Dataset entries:
#####

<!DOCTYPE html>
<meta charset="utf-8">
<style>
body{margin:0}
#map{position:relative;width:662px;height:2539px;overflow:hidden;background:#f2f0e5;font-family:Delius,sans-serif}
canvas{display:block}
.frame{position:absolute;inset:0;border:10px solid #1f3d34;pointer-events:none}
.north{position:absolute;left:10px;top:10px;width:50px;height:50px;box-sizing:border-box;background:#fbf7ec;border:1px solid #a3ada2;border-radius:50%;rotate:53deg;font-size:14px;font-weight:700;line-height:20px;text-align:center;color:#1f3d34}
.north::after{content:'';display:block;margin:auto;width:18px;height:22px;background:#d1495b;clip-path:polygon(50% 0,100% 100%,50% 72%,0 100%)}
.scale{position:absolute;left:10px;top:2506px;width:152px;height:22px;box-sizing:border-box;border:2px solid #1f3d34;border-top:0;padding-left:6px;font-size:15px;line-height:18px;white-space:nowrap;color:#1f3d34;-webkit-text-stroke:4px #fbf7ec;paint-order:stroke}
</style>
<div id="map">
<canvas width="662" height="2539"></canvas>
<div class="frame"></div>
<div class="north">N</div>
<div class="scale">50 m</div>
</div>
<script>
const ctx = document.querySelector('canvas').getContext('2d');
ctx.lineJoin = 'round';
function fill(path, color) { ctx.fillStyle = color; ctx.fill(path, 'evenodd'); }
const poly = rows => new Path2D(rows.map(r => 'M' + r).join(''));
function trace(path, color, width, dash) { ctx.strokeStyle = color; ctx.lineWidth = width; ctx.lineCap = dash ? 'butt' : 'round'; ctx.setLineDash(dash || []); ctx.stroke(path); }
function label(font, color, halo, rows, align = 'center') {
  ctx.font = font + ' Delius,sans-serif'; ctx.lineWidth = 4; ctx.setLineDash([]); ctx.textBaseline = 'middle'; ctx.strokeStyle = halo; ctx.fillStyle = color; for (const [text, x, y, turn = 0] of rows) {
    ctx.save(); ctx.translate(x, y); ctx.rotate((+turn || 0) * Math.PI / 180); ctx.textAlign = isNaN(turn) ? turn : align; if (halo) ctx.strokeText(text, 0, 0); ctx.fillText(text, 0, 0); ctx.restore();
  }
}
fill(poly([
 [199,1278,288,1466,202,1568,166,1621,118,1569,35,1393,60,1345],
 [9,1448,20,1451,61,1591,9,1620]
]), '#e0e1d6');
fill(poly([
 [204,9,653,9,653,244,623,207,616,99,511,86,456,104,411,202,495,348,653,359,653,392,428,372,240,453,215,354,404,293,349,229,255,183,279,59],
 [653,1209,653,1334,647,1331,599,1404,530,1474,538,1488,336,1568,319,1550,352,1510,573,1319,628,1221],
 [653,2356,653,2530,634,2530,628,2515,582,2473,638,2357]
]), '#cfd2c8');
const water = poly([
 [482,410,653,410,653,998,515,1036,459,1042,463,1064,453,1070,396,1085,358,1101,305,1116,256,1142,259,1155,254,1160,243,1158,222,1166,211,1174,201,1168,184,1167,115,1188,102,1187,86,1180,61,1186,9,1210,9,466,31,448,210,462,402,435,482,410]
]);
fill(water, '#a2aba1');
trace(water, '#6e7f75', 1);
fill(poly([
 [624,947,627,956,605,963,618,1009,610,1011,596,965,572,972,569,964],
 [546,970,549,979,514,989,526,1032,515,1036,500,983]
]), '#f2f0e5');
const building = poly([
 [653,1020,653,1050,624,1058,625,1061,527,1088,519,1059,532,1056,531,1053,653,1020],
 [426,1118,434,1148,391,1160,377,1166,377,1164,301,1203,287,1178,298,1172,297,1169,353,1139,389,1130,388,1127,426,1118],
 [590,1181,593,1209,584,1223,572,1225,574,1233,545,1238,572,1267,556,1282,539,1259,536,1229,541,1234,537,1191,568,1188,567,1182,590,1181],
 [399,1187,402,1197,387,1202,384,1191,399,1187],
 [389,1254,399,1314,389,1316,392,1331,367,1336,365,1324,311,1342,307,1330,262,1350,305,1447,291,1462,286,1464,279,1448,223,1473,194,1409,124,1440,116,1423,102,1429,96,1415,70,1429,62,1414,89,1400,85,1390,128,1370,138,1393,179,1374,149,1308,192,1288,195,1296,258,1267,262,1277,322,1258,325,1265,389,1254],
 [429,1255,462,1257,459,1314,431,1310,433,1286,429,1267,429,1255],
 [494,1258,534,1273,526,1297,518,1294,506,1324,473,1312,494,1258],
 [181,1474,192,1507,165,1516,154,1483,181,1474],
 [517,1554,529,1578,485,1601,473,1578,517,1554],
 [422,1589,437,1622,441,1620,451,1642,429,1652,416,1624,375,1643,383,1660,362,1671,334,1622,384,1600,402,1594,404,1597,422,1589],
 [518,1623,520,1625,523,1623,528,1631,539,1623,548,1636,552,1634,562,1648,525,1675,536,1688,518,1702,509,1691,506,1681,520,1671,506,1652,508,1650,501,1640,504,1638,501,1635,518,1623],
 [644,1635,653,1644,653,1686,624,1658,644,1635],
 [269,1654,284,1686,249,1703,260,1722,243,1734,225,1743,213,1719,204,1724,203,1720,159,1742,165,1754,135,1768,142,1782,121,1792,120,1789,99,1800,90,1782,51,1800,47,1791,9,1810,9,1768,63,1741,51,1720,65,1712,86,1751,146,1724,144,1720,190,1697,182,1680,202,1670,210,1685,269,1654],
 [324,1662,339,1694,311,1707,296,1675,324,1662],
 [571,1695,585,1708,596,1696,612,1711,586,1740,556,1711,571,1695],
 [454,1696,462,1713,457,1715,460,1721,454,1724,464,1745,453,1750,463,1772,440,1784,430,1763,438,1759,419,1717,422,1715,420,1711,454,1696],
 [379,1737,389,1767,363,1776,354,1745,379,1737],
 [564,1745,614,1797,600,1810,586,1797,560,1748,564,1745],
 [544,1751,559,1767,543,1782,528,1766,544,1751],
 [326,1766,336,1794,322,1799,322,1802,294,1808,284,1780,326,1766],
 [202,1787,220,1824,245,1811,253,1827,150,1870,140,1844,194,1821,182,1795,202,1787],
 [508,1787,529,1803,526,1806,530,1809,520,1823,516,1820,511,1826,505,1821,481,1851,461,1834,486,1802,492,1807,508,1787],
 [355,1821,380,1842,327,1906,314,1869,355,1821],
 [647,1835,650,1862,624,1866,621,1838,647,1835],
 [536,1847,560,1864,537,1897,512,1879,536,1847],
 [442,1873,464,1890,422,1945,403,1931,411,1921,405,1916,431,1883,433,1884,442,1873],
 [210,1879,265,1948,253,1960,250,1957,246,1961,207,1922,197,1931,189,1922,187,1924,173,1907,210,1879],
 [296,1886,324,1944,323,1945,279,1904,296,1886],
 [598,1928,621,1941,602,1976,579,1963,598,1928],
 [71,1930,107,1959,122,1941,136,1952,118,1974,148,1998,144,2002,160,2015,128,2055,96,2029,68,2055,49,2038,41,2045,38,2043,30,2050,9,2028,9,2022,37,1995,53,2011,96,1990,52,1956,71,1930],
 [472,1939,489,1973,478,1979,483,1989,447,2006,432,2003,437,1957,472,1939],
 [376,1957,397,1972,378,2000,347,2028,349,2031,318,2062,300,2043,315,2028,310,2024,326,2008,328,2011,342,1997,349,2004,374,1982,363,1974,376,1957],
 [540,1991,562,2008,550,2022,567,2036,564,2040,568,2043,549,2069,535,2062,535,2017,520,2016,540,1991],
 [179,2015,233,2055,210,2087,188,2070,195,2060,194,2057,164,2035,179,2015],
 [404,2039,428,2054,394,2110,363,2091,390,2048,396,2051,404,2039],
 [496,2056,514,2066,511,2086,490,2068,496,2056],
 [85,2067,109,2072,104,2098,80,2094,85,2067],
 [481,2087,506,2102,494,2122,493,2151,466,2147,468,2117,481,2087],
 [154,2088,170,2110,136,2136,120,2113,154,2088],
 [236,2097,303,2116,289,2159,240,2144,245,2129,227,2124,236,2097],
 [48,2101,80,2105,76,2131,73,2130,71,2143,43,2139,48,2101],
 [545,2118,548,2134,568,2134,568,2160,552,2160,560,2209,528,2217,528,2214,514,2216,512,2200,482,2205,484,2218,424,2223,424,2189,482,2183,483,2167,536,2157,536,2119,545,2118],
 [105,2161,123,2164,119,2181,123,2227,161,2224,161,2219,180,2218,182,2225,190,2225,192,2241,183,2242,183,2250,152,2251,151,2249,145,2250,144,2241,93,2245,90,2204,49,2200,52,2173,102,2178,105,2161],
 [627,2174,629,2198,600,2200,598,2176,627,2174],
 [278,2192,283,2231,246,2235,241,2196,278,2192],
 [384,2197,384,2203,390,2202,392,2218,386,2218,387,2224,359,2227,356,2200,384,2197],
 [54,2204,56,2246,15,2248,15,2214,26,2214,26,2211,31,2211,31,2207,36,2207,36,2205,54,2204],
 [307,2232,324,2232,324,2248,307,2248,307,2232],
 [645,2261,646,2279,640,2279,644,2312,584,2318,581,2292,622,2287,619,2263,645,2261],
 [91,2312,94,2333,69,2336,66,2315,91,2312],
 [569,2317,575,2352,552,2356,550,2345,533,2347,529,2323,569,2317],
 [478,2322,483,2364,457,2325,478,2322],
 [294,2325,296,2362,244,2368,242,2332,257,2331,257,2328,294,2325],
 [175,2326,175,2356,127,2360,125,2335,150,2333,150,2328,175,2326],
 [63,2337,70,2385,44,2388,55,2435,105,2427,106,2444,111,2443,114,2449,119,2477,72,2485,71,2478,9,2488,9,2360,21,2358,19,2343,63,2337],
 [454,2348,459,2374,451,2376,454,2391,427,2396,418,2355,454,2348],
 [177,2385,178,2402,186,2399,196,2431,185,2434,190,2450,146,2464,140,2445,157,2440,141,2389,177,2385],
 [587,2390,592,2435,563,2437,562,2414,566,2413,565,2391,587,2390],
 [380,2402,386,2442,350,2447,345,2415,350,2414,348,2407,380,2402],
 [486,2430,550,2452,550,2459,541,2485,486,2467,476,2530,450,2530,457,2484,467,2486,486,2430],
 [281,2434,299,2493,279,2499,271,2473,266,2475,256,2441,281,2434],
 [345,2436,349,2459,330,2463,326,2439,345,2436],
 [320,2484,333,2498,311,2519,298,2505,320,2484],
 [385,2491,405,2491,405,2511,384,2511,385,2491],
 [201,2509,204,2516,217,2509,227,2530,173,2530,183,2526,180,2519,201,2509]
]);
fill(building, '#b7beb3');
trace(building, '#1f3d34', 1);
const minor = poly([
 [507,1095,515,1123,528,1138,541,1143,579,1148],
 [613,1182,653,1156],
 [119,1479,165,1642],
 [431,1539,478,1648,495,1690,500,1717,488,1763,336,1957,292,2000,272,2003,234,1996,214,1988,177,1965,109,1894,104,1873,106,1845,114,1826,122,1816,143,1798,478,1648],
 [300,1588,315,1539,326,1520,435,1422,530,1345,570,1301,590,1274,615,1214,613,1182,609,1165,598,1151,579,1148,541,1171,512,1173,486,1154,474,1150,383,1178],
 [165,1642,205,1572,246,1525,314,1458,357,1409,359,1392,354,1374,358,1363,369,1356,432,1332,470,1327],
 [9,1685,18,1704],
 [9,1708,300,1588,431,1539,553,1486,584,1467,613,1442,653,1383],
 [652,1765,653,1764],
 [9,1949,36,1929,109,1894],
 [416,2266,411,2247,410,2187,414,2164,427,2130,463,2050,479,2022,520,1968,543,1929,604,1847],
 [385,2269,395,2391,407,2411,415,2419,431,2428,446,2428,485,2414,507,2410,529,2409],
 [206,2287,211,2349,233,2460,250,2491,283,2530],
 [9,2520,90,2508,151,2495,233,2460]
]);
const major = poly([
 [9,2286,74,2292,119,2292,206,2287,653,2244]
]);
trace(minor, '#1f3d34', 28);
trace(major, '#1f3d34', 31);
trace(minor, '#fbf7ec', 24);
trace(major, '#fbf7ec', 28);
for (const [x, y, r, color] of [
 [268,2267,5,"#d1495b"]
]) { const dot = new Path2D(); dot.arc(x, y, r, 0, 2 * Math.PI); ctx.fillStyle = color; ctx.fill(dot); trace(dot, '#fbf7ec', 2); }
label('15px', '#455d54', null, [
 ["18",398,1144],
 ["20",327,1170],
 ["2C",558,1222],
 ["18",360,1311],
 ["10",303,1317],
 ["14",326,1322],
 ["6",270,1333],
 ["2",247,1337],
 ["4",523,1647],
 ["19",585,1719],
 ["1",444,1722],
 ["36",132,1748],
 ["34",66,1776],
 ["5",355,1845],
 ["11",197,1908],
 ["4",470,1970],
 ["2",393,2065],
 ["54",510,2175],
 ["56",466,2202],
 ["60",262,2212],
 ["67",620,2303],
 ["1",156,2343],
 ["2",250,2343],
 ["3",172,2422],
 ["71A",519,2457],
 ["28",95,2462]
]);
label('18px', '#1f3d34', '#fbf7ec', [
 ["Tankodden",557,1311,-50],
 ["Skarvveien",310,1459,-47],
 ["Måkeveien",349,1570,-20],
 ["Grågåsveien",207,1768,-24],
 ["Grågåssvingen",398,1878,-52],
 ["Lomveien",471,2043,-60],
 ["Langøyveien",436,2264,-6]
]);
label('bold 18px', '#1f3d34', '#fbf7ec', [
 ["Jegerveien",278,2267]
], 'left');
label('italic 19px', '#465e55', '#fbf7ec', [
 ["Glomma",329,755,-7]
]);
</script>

#####

> [Exercise]: Your reply should be a single number: the count of lines above that contain the word "canvas".

> [Expected answer]: 3